=== WORK INSTRUCTION ===
Repeat the data below exactly, dropping any pictures it holds.

"""

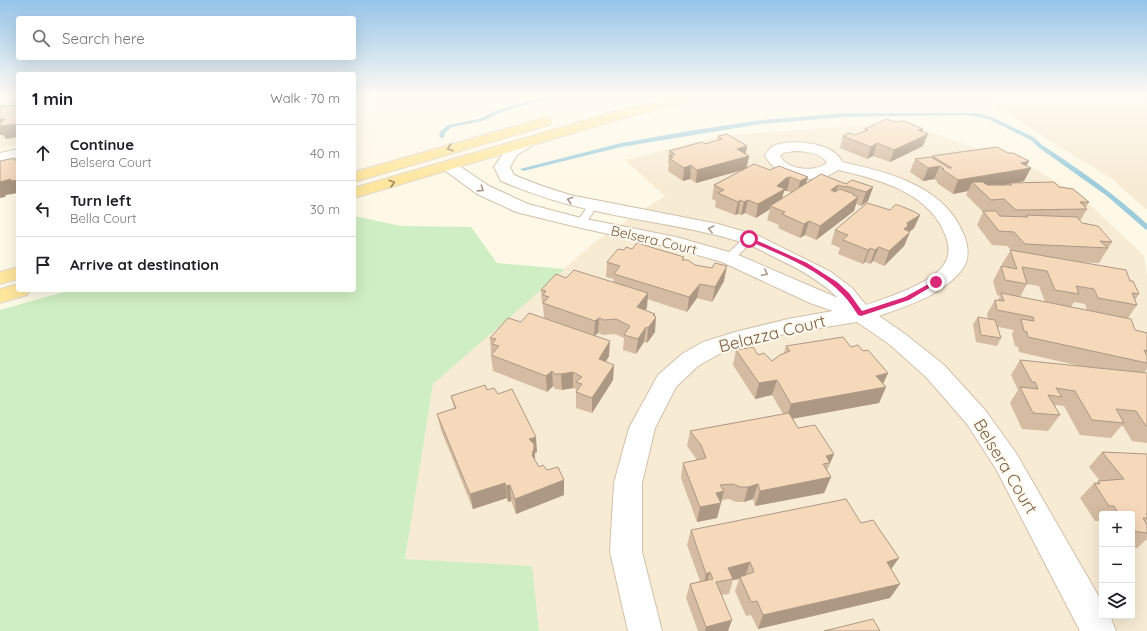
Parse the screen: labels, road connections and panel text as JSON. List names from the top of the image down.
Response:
{
  "streets": {
    "street": ["Belsera Court", "Belazza Court"]
  },
  "crossings": [
    ["Belsera Court", "Belazza Court"]
  ],
  "page": {
    "search": "Search here",
    "heading": ["1 min", "Walk · 70 m"],
    "list": [
      ["Continue", "Belsera Court", "40 m"],
      ["Turn left", "Bella Court", "30 m"],
      "Arrive at destination"
    ],
    "map_buttons": ["+", "−"]
  }
}
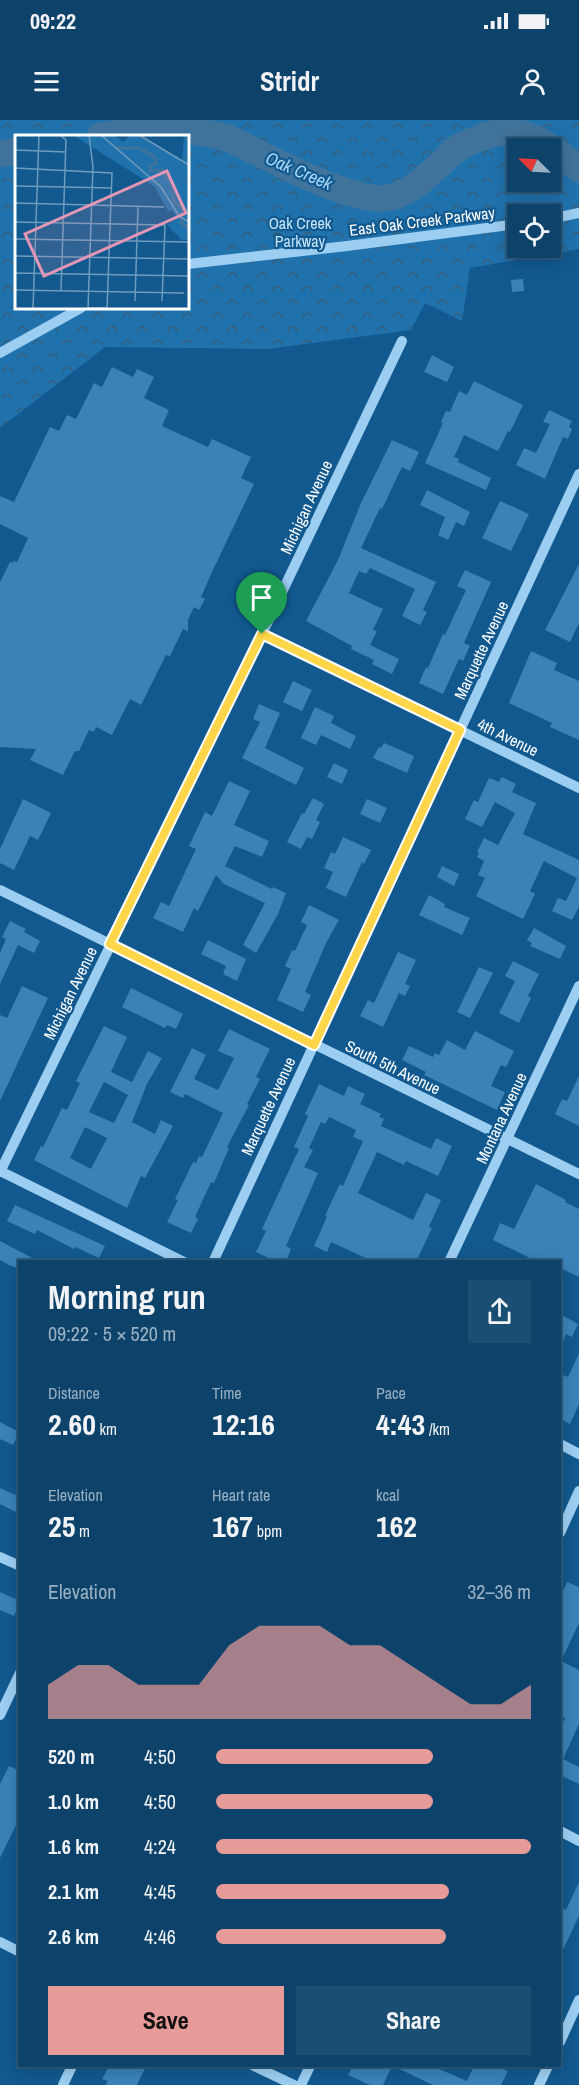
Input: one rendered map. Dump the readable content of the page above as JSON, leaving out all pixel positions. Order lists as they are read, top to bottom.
{
  "streets": {
    "street": [
      "East Oak Creek Parkway",
      "Michigan Avenue",
      "Marquette Avenue",
      "4th Avenue",
      "South 5th Avenue",
      "Montana Avenue"
    ]
  },
  "crossings": [
    ["Michigan Avenue", "4th Avenue"],
    ["Michigan Avenue", "South 5th Avenue"],
    ["Marquette Avenue", "4th Avenue"],
    ["Marquette Avenue", "South 5th Avenue"],
    ["South 5th Avenue", "Montana Avenue"]
  ],
  "water": ["Oak Creek"],
  "parks": ["Oak Creek Parkway"],
  "north": "top left",
  "page": {
    "status": "09:22",
    "header": "Stridr",
    "heading": ["Morning run", "09:22 · 5 × 520 m"],
    "stats": [
      ["Distance", "2.60 km"],
      ["Time", "12:16"],
      ["Pace", "4:43 /km"],
      ["Elevation", "25 m"],
      ["Heart rate", "167 bpm"],
      ["kcal", "162"]
    ],
    "chart": ["Elevation", "32–36 m"],
    "list": [
      {
        "name": "520 m",
        "note": "4:50"
      },
      {
        "name": "1.0 km",
        "note": "4:50"
      },
      {
        "name": "1.6 km",
        "note": "4:24"
      },
      {
        "name": "2.1 km",
        "note": "4:45"
      },
      {
        "name": "2.6 km",
        "note": "4:46"
      }
    ],
    "buttons": ["Save", "Share"]
  }
}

"""

=== RESULT BELOW ===
Parse the screen: labels, road connections and panel text as JSON. List names from the top of the image down.
Response:
{
  "streets": {
    "street": ["Belsera Court", "Belazza Court"]
  },
  "crossings": [
    ["Belsera Court", "Belazza Court"]
  ],
  "page": {
    "search": "Search here",
    "heading": ["1 min", "Walk · 70 m"],
    "list": [
      ["Continue", "Belsera Court", "40 m"],
      ["Turn left", "Bella Court", "30 m"],
      "Arrive at destination"
    ],
    "map_buttons": ["+", "−"]
  }
}
Input: one rendered map. Dump the readable content of the page above as JSON, leaving out all pixel positions. Order lists as they are read, top to bottom.
{
  "streets": {
    "street": [
      "East Oak Creek Parkway",
      "Michigan Avenue",
      "Marquette Avenue",
      "4th Avenue",
      "South 5th Avenue",
      "Montana Avenue"
    ]
  },
  "crossings": [
    ["Michigan Avenue", "4th Avenue"],
    ["Michigan Avenue", "South 5th Avenue"],
    ["Marquette Avenue", "4th Avenue"],
    ["Marquette Avenue", "South 5th Avenue"],
    ["South 5th Avenue", "Montana Avenue"]
  ],
  "water": ["Oak Creek"],
  "parks": ["Oak Creek Parkway"],
  "north": "top left",
  "page": {
    "status": "09:22",
    "header": "Stridr",
    "heading": ["Morning run", "09:22 · 5 × 520 m"],
    "stats": [
      ["Distance", "2.60 km"],
      ["Time", "12:16"],
      ["Pace", "4:43 /km"],
      ["Elevation", "25 m"],
      ["Heart rate", "167 bpm"],
      ["kcal", "162"]
    ],
    "chart": ["Elevation", "32–36 m"],
    "list": [
      {
        "name": "520 m",
        "note": "4:50"
      },
      {
        "name": "1.0 km",
        "note": "4:50"
      },
      {
        "name": "1.6 km",
        "note": "4:24"
      },
      {
        "name": "2.1 km",
        "note": "4:45"
      },
      {
        "name": "2.6 km",
        "note": "4:46"
      }
    ],
    "buttons": ["Save", "Share"]
  }
}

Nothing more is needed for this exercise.